Brand Defies Quality in Starchitecture

Event: Brandism Series: Icon as Brand
Location: Center for Architecture, 02.26.07
Speakers: Mustafa Abadan, FAIA – partner, Skidmore, Owings & Merrill; James Biber, FAIA – partner, Pentagram; Mario Natarelli – Chief Brand Experience Officer, FutureBrand; Frank Sciame – President & CEO, F.J. Sciame Construction Company
Moderator: Ned Cramer – Editor-in-Chief, Architect
Organizers: Anna Klingmann, Assoc. AIA; AIA New York Chapter

Kristen Richards

Foster + Partners’ Hearst Headquarters.

Kristen Richards

Kristen Richards

The interior of the Morgan Library & Museum, designed by Renzo Piano Building Workshop.

Kristen Richards

Architects today receive commissions from more clients who value good design, thanks in part to the efforts of ascendant branding experts. Developers have realized that some buyers and tenants will pay premium rates to occupy space designed by a “name-brand” architect, just as museum directors and city officials have tried to harness the caché of star architects to attract tourists. As a result, a super-crop of signature buildings is surfacing on the streets of major cities. New York’s recent and imminent icons include the Morgan Library & Museum designed by Renzo Piano Building Workshop (RPBW) with Beyer Blinder Belle Architects and Planners; Hearst Headquarters by Foster + Partners; RPBW/ FXFOWLE Architects’ New York Times Building; Gehry Partners’ IAC Center; the four new towers at the World Trade Center site; and One Bryant Park designed by Cook + Fox Architects. Is the drive to produce signature architecture healthy for the profession and the built environment, or does branding ultimately erase construction quality?
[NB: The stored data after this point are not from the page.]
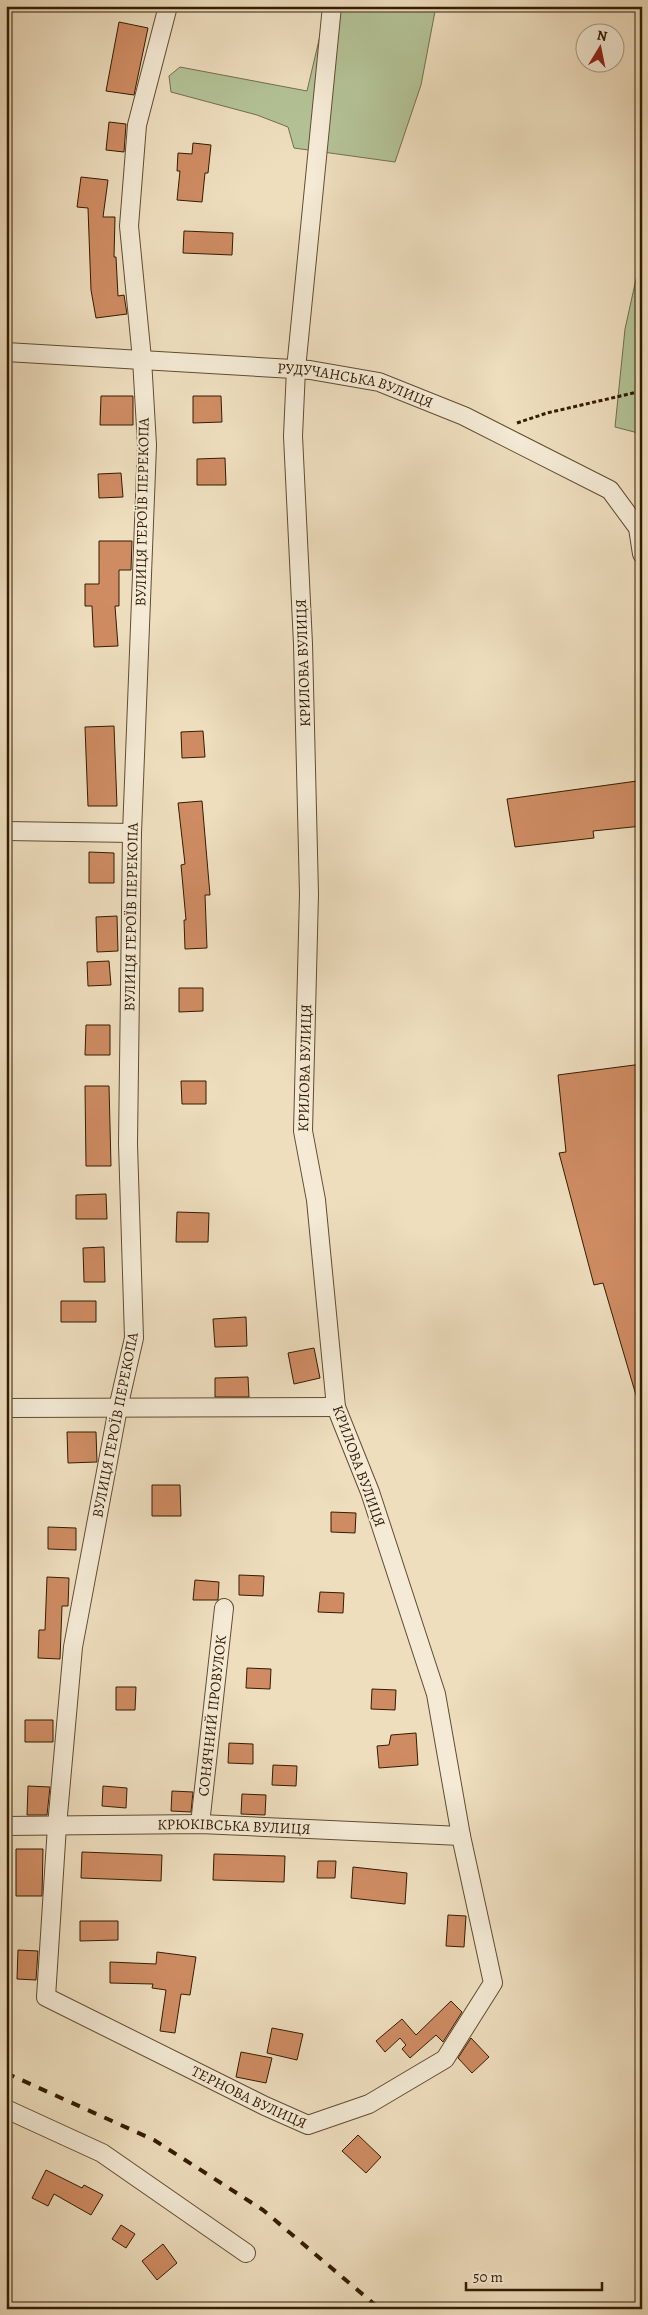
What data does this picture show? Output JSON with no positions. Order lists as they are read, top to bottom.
{
  "streets": {
    "street": [
      "РУДУЧАНСЬКА ВУЛИЦЯ",
      "ВУЛИЦЯ ГЕРОЇВ ПЕРЕКОПА",
      "КРИЛОВА ВУЛИЦЯ",
      "СОНЯЧНИЙ ПРОВУЛОК",
      "КРЮКІВСЬКА ВУЛИЦЯ",
      "ТЕРНОВА ВУЛИЦЯ"
    ]
  },
  "crossings": [
    ["РУДУЧАНСЬКА ВУЛИЦЯ", "ВУЛИЦЯ ГЕРОЇВ ПЕРЕКОПА"],
    ["РУДУЧАНСЬКА ВУЛИЦЯ", "КРИЛОВА ВУЛИЦЯ"],
    ["ВУЛИЦЯ ГЕРОЇВ ПЕРЕКОПА", "КРЮКІВСЬКА ВУЛИЦЯ"],
    ["ВУЛИЦЯ ГЕРОЇВ ПЕРЕКОПА", "ТЕРНОВА ВУЛИЦЯ"],
    ["КРИЛОВА ВУЛИЦЯ", "КРЮКІВСЬКА ВУЛИЦЯ"],
    ["КРИЛОВА ВУЛИЦЯ", "ТЕРНОВА ВУЛИЦЯ"],
    ["СОНЯЧНИЙ ПРОВУЛОК", "КРЮКІВСЬКА ВУЛИЦЯ"],
    ["КРЮКІВСЬКА ВУЛИЦЯ", "ТЕРНОВА ВУЛИЦЯ"]
  ],
  "scale_bar": "50 m",
  "north": "top"
}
“Icon-branded buildings make connections between culture and commerce by combining design and real estate logic,” according to Anna Klingmann, Assoc. AIA, organizer of the Brandism series hosted by the Center for Architecture. Magazines such as Wallpaper – that fuse fashion, products, and architecture into a chic digest of contemporary visual culture – whet the public’s growing appetite for good design. While Ned Cramer, Editor-in-Chief of Architect, observed that contemporary architecture still lags behind classical and pre-modern design in mainstream popularity (see the AIA’s recent survey of America’s Favorite Architecture), several highly branded, recent projects, including the Apple Store Fifth Avenue by Bohlin Cywinski Jackson, made the list shortly following their completion.

If the branding-industrial field has discovered how to create interesting new buildings and travel destinations, it has not solved the problem of how to encourage consistent quality, nor how to preserve the distinct integrity of its successes. Can a designer focus on the programmatic, social, and formal challenges at the site while trying to produce a ready-made icon? Mustafa Abadan, FAIA, a partner at SOM currently working on the totemic Burj Dubai, says it’s not impossible. He described the development of the AOL Time Warner Center at Columbus Circle as an organic process of spatial problem-solving resulting in a striking final product. Yet he warns against a city resembling an overcrowded cosmetics store with opulent bottles jostling for attention.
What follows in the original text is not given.